**WORK TO COMPLETE**. Every line from the beginning of the records below up to the one holding "Read the street" should be quoted exactly; leave out the rest.

========

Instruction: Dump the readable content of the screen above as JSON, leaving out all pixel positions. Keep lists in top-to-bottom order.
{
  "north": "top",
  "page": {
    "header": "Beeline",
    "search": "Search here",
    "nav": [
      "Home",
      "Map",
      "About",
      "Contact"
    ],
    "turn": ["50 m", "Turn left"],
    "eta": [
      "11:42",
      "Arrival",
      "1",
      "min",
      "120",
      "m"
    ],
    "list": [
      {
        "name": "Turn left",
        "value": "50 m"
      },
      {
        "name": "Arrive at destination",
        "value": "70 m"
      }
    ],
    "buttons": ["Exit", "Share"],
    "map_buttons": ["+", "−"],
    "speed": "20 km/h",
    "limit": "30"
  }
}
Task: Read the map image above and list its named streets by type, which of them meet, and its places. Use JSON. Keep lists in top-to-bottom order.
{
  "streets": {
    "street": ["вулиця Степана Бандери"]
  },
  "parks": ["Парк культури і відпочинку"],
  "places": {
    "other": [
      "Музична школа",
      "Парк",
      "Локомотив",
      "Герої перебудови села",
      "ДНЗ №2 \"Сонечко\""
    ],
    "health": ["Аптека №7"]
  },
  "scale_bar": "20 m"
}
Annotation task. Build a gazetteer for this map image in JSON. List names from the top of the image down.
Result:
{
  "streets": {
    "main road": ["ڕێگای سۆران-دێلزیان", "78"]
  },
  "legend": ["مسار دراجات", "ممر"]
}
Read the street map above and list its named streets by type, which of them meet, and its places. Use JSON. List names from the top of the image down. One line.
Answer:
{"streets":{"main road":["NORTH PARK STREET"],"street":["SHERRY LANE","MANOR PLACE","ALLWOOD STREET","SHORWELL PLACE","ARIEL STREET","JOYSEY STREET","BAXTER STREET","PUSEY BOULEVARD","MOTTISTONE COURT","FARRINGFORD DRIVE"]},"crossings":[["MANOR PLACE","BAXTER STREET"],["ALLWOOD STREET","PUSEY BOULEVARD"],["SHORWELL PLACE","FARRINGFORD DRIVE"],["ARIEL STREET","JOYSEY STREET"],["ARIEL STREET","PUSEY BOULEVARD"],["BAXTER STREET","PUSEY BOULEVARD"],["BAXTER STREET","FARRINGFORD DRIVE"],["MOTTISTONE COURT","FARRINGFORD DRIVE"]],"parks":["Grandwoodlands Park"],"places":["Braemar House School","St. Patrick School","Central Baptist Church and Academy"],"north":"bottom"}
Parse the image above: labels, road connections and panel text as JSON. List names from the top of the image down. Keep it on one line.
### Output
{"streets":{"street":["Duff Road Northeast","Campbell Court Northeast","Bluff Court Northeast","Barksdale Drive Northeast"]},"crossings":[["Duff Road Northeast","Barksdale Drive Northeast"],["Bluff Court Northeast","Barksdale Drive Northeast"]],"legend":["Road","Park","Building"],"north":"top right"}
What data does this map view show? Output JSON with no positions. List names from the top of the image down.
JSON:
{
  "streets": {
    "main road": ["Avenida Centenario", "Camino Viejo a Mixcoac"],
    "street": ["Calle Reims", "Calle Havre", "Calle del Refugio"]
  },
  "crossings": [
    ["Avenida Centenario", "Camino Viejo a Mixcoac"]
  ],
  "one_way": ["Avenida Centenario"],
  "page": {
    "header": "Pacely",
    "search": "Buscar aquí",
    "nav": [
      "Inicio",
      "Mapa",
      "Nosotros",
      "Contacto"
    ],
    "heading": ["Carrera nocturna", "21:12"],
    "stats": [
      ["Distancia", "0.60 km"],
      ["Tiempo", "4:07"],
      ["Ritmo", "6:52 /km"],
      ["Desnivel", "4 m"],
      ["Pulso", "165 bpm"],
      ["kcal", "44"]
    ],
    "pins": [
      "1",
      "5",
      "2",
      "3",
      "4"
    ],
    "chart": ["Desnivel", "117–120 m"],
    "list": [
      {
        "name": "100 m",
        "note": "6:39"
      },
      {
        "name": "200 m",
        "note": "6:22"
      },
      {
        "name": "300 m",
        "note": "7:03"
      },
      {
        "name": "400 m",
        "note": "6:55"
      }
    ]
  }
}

========

**RESULT**.
Instruction: Dump the readable content of the screen above as JSON, leaving out all pixel positions. Keep lists in top-to-bottom order.
{
  "north": "top",
  "page": {
    "header": "Beeline",
    "search": "Search here",
    "nav": [
      "Home",
      "Map",
      "About",
      "Contact"
    ],
    "turn": ["50 m", "Turn left"],
    "eta": [
      "11:42",
      "Arrival",
      "1",
      "min",
      "120",
      "m"
    ],
    "list": [
      {
        "name": "Turn left",
        "value": "50 m"
      },
      {
        "name": "Arrive at destination",
        "value": "70 m"
      }
    ],
    "buttons": ["Exit", "Share"],
    "map_buttons": ["+", "−"],
    "speed": "20 km/h",
    "limit": "30"
  }
}
Task: Read the map image above and list its named streets by type, which of them meet, and its places. Use JSON. Keep lists in top-to-bottom order.
{
  "streets": {
    "street": ["вулиця Степана Бандери"]
  },
  "parks": ["Парк культури і відпочинку"],
  "places": {
    "other": [
      "Музична школа",
      "Парк",
      "Локомотив",
      "Герої перебудови села",
      "ДНЗ №2 \"Сонечко\""
    ],
    "health": ["Аптека №7"]
  },
  "scale_bar": "20 m"
}
Annotation task. Build a gazetteer for this map image in JSON. List names from the top of the image down.
Result:
{
  "streets": {
    "main road": ["ڕێگای سۆران-دێلزیان", "78"]
  },
  "legend": ["مسار دراجات", "ممر"]
}
Read the street map above and list its named streets by type, which of them meet, and its places. Use JSON. List names from the top of the image down. One line.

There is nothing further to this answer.